- Other names: Zaida Ann Luthey
- Spouse: Klaus Schulten
- Scientific career
- Fields: Chemistry Molecular physics Computational physics Biophysics
- Institutions: University of Illinois Urbana-Champaign
- Website: www.chemistry.illinois.edu/faculty/Zaida_Luthey_Schulten.html

= Zaida Luthey-Schulten =

American chemist

Zaida Ann "Zan" Luthey-Schulten is the William and Janet Lycan Professor of Chemistry at the University of Illinois at Urbana-Champaign. She was promoted to professor in 2004. She is also involved with the NASA Astrobiology Institute.
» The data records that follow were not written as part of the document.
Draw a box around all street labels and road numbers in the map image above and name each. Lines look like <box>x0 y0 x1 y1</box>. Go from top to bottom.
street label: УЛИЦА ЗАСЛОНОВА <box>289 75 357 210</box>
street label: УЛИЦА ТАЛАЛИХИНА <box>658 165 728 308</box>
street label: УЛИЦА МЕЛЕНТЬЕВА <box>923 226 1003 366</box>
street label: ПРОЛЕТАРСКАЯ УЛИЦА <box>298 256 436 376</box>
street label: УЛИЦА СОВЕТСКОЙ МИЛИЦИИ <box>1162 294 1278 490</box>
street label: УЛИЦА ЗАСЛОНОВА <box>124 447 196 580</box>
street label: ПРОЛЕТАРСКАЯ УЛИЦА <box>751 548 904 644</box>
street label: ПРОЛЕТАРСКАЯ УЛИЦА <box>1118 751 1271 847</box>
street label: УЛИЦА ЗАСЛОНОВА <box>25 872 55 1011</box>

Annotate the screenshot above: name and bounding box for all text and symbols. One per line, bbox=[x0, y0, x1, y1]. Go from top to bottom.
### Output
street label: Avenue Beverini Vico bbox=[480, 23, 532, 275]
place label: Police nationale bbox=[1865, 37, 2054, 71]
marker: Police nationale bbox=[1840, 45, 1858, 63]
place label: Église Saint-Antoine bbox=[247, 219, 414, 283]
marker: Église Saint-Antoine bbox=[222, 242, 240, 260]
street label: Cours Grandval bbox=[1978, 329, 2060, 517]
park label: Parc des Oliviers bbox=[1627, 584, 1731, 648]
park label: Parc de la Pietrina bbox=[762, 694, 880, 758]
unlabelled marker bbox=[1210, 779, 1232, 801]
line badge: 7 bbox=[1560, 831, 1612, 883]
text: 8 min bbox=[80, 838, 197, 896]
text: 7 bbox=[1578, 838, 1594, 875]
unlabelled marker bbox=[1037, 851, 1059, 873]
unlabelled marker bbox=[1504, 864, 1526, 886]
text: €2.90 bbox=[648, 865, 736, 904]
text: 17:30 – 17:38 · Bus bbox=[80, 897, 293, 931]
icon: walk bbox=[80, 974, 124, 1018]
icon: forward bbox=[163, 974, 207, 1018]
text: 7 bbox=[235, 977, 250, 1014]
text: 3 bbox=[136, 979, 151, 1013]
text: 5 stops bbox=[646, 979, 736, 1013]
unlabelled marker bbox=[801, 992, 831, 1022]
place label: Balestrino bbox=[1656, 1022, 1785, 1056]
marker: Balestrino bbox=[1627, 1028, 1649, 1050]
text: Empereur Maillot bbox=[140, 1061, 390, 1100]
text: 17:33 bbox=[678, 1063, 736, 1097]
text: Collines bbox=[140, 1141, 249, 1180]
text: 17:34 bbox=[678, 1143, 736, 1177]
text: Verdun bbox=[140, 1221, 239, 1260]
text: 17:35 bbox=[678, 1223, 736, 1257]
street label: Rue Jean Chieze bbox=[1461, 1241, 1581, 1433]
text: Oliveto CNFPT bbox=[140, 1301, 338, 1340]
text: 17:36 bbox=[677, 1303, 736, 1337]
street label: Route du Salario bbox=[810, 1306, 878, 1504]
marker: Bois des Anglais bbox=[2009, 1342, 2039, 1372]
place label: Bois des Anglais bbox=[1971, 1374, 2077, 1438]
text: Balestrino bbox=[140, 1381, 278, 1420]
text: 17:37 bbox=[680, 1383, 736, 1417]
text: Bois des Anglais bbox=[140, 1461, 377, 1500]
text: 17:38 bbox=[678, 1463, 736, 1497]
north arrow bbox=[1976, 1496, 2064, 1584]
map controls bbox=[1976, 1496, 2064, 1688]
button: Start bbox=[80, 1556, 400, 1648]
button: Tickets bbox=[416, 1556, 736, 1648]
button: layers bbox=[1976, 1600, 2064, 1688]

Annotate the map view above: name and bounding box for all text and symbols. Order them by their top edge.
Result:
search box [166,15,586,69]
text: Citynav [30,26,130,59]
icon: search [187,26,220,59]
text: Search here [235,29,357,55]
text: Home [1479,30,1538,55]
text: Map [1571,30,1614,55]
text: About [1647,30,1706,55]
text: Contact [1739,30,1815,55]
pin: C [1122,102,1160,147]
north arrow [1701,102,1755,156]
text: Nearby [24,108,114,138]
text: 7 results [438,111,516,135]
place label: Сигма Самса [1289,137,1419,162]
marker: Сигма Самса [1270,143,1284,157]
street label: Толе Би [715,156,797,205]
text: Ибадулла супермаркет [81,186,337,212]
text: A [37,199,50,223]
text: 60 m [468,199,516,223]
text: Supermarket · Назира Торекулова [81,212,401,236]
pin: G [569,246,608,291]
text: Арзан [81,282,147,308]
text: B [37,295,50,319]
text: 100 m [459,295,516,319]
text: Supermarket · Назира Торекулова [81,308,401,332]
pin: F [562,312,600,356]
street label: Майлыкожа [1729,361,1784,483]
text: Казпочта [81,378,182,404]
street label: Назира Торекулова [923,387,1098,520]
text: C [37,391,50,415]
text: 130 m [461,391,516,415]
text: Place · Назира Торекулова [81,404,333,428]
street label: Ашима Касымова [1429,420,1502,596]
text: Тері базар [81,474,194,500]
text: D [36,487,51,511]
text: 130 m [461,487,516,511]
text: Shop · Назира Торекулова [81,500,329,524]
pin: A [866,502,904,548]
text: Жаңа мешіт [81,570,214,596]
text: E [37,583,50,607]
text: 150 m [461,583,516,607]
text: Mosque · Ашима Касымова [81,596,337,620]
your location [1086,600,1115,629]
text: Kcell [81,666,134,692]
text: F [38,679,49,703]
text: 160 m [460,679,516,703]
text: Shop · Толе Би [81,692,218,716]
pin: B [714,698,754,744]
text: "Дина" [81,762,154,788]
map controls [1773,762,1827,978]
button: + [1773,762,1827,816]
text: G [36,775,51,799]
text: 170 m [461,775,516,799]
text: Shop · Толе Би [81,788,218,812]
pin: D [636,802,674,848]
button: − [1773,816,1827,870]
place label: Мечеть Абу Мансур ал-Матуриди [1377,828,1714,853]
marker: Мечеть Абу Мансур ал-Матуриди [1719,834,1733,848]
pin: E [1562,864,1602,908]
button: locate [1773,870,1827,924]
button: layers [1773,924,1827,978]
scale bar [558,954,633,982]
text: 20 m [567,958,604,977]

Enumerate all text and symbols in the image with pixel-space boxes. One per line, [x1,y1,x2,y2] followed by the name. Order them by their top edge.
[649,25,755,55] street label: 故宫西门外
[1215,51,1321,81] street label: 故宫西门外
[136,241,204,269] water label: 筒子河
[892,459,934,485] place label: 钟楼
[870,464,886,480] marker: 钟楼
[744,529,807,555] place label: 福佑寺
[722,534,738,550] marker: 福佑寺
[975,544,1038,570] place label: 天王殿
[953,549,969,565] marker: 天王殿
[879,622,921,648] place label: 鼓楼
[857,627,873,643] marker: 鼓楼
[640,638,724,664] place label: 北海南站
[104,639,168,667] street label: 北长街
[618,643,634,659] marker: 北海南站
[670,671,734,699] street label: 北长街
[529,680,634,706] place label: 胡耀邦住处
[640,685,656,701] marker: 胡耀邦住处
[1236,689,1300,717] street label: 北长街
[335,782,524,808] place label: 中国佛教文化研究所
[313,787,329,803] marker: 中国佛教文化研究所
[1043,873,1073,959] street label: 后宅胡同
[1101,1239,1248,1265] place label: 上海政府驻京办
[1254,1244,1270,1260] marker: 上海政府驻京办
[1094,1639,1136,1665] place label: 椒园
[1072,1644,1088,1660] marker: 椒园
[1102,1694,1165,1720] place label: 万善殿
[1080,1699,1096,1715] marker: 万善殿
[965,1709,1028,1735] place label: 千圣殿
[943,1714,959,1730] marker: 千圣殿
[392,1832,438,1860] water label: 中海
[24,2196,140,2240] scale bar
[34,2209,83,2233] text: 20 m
Luthey-Schulten develops molecular dynamics simulations, focusing on individual molecules and groups of molecules and the cellular processes occurring within them. Models are verified and improved through comparison to experimental data from independent researchers. In 2011, her group simulated the cellular architecture of an entire cell and its surrounding cytoplasm, the first time that such an extensive and complex cellular system had been modeled. The three-dimensional model combined ribosome data and other descriptors of Escherichia coli. Representing the architectural features of the interior of the cell suggested that crowding might significantly affect reactions that occur within the cells. More recent work has focused on the modelling of a methane-producing archaean.

==Education==
Luthey-Schulten attended the University of Southern California, receiving a B.S. in chemistry in 1969. She then went to Harvard University, from which she was received an M.S. in chemistry in 1972, and a Ph.D. in applied mathematics in 1975. Her advisors were Donald G. M. Anderson and Roy G. Gordon. She worked as a research fellow at the Max Planck Institute for Biophysical Chemistry in Göttingen, Germany, from 1975 to 1980, and at the department of theoretical physics at the Technical University of Munich from 1980 to 1985.

==Honors and awards==
Luthey-Schulten is a fellow of the American Physical Society and a fellow of the Advanced Study Institute at Hebrew University of Jerusalem. In 2018, she delivered the Francis D. Carlson Lecture in the Department of Biophysics at Johns Hopkins University. In 2019 was named the Murchison-Mallory Endowed Chair in Chemistry In 2025 the Biophysical Society created a new award called the Klaus Schulten and Zaida Luthey-Schulten Computational Biophysics Lecture Award to honor outstanding research in the field.